Editorial

Violencia que silencia a los dirigentes vecinales

El asesinato de la dirigente vecinal Paulina Álvarez Chunga, ocurrido en el sector Pueblos Unidos del Sur en Nuevo Chimbote, no puede convertirse en una noticia más que se pierde en medio de la vorágine informativa diaria. La gravedad de este crimen exige una reflexión profunda y, sobre todo, respuestas concretas de las autoridades. No se trata únicamente de un hecho policial, sino de un problema social que evidencia el avance de la violencia en espacios donde deberían prevalecer la organización y el trabajo comunitario.

La forma en que se produjo el ataque revela un nivel de violencia que preocupa. Sicarios llegaron hasta la vivienda de la dirigente, tocaron la puerta y, cuando ella salió a atender, le dispararon a quemarropa. Cuatro disparos bastaron para acabar con la vida de una mujer que ejercía liderazgo en su comunidad. Este tipo de acciones no solo buscan eliminar a una persona, sino también enviar un mensaje de intimidación a quienes cumplen funciones dirigenciales en barrios y asentamientos humanos.

Lo más alarmante es que no se trata de un hecho aislado. En los últimos meses se han registrado casos similares de ataques o amenazas contra dirigentes vecinales en distintos sectores de la ciudad. Sin embargo, hasta el momento la Policía Nacional del Perú no ha esclarecido completamente estos hechos ni ha logrado establecer responsabilidades claras. La sensación de impunidad crece cuando los crímenes se repiten y las investigaciones no avanzan con la rapidez que la población espera.

En el fondo, muchos vecinos conocen cuáles son los conflictos que se encuentran detrás de estos hechos. En zonas donde aún existen disputas por la posesión o adjudicación de terrenos, los intereses económicos y el control del territorio suelen generar enfrentamientos entre grupos organizados. En ese contexto, los dirigentes vecinales, que muchas veces representan a la comunidad en procesos de formalización o defensa de los lotes, terminan convirtiéndose en objetivos de amenazas o ataques.
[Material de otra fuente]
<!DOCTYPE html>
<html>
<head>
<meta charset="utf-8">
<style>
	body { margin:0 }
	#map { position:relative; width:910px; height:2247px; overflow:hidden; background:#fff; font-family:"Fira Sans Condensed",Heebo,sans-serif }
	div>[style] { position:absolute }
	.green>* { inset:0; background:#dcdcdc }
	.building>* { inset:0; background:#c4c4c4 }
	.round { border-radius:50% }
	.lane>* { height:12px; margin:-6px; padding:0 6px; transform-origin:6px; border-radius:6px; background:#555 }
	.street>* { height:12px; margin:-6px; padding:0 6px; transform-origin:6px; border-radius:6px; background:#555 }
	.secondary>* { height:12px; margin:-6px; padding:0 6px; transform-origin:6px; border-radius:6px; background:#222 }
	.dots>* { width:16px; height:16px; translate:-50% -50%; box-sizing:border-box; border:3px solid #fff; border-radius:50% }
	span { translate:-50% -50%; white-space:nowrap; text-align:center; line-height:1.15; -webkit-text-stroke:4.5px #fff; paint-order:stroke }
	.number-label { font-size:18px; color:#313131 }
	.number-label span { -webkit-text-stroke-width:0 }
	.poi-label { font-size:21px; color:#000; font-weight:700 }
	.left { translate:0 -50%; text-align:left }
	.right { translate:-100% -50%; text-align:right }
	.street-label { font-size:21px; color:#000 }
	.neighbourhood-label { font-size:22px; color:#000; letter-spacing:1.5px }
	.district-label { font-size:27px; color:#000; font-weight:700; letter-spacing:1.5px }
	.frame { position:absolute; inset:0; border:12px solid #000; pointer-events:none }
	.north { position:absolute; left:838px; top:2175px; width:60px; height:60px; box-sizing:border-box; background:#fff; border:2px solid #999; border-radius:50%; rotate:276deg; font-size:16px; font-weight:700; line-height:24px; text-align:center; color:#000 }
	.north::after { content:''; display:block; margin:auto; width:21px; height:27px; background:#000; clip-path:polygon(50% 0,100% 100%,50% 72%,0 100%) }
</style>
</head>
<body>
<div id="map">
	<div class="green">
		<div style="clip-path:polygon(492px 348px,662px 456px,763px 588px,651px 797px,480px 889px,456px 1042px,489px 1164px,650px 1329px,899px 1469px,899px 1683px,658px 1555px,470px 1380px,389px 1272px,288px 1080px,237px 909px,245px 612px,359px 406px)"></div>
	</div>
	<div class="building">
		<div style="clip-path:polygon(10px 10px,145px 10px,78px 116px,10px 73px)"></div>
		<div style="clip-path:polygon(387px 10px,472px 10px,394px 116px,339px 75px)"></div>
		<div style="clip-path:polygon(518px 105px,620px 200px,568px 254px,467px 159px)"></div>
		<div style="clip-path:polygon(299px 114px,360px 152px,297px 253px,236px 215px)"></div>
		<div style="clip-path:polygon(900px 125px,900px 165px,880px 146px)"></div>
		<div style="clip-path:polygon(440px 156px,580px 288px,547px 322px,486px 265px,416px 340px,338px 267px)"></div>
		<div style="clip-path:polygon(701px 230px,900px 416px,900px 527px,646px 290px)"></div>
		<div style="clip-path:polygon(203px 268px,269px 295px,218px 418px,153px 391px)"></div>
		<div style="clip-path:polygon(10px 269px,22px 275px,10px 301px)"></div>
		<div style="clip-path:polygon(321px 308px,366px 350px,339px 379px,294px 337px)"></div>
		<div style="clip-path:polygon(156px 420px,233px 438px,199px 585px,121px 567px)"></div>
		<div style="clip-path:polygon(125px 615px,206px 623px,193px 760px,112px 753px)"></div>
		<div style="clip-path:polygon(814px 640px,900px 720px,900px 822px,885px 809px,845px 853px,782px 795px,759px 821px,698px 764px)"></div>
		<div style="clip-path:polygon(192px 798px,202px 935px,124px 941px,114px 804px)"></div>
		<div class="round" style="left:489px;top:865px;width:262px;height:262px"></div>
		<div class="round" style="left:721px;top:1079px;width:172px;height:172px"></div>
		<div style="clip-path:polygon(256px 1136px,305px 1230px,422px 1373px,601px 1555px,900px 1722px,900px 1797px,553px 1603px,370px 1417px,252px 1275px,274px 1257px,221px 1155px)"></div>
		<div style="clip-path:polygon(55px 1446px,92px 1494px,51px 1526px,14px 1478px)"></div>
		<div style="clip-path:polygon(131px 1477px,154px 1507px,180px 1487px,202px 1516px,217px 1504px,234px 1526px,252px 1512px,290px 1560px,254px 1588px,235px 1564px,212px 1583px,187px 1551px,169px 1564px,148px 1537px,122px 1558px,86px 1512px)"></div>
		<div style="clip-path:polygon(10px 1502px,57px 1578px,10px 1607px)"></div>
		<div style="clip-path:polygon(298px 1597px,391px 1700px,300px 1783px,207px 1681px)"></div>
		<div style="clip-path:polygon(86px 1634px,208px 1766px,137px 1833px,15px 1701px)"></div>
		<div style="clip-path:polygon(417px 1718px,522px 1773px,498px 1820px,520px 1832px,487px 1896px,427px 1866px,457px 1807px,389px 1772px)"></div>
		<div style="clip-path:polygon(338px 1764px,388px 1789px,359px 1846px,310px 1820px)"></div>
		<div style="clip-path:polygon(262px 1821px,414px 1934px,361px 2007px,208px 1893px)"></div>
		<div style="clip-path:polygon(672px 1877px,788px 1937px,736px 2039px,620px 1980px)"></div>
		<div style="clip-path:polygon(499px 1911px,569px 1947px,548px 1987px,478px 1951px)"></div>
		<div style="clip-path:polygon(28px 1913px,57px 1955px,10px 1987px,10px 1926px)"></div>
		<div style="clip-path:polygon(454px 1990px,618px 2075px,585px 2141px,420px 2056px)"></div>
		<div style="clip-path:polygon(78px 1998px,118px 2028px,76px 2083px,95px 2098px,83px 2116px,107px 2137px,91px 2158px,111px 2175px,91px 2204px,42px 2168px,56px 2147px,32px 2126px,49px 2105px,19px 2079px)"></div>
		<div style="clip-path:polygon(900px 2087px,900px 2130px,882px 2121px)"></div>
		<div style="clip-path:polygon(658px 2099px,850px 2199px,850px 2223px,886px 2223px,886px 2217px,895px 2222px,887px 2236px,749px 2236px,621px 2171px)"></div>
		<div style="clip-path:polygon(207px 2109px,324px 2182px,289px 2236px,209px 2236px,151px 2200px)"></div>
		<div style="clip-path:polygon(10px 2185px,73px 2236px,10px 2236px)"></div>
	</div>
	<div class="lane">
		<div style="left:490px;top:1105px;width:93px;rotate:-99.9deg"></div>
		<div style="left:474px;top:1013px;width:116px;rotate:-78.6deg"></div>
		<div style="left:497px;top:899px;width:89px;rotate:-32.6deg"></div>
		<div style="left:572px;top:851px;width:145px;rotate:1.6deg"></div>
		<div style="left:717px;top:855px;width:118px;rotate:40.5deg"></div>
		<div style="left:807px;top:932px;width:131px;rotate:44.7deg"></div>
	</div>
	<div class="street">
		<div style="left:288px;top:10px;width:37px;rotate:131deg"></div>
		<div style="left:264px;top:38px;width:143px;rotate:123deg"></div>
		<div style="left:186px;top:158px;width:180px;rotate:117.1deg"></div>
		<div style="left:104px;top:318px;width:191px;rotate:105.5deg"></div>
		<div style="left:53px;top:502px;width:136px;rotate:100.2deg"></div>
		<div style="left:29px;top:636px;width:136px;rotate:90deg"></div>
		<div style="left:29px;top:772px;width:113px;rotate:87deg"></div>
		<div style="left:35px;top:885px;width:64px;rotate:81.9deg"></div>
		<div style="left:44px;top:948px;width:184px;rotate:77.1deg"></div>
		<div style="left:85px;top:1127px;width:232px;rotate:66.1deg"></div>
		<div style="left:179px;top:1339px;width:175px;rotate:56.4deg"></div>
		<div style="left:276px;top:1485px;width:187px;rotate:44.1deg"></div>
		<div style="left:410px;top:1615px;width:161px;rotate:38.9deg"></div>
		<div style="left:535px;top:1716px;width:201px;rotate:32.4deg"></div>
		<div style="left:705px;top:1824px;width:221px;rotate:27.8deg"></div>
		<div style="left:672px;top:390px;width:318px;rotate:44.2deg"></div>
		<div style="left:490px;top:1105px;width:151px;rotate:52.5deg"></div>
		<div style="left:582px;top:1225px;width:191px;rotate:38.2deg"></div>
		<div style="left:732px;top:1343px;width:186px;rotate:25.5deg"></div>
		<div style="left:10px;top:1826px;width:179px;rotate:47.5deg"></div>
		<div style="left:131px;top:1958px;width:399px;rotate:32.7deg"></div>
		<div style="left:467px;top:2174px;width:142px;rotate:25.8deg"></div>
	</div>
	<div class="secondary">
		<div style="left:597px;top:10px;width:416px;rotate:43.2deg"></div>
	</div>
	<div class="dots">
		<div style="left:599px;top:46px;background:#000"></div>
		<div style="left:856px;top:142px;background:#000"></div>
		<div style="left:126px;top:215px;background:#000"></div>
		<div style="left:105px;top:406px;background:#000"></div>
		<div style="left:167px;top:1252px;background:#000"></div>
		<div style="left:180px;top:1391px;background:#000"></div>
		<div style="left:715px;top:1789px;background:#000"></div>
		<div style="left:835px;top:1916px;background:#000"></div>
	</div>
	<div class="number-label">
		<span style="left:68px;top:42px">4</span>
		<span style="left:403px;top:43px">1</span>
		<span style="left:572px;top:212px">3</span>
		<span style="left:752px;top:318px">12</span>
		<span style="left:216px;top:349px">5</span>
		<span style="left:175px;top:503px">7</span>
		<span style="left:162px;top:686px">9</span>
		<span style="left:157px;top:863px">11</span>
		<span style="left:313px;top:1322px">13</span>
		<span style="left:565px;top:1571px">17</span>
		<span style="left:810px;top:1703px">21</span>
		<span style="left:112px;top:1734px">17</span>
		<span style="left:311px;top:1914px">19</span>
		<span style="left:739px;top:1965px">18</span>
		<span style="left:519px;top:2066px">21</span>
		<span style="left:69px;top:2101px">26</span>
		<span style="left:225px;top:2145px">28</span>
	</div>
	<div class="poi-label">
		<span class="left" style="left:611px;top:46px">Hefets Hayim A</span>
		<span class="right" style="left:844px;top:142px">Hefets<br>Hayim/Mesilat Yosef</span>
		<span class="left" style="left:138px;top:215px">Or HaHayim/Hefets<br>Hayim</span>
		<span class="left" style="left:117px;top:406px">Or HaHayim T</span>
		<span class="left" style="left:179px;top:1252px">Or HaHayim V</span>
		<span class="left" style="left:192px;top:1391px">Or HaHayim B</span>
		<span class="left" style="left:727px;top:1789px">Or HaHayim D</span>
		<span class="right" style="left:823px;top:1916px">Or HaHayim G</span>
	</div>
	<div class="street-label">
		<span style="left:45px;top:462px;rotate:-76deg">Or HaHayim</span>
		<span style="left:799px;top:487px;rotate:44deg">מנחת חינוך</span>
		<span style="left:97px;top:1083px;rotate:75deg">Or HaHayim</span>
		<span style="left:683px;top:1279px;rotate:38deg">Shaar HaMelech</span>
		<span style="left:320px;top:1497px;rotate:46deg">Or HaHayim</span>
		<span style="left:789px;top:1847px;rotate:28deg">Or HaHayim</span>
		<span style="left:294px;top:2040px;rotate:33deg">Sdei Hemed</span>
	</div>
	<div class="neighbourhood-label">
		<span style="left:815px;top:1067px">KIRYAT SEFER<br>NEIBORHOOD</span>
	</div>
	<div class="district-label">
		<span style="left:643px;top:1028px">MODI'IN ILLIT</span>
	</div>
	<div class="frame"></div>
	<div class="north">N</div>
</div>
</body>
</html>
Esta realidad expone un problema mayor: la falta de presencia efectiva del Estado en la regulación y ordenamiento del territorio. Cuando los procesos de formalización de terrenos no son claros o se prestan a disputas, se abre la puerta a conflictos que pueden escalar hasta niveles de violencia extrema. Por ello, no basta con investigar el crimen; también es necesario revisar las condiciones que permiten que estos enfrentamientos surjan y se repitan.

La muerte de Paulina Álvarez Chunga debe marcar un punto de quiebre. Las autoridades policiales y fiscales tienen la responsabilidad de investigar con celeridad y transparencia para identificar a los responsables materiales e intelectuales del asesinato. Pero además, los gobiernos locales y regionales deben fortalecer los mecanismos de organización y protección de los dirigentes vecinales, quienes cumplen un rol fundamental en el desarrollo de sus comunidades.

Permitir que estos crímenes queden impunes significa aceptar que la violencia se convierta en una herramienta para resolver conflictos sociales. Y eso es algo que una sociedad democrática no puede tolerar. Hoy más que nunca se requiere firmeza del Estado y vigilancia de la ciudadanía para que la muerte de una dirigente vecinal no quede en el olvido. Porque cuando se silencia a quienes representan a sus comunidades, también se debilita la voz colectiva de los barrios que luchan por mejorar sus condiciones de vida.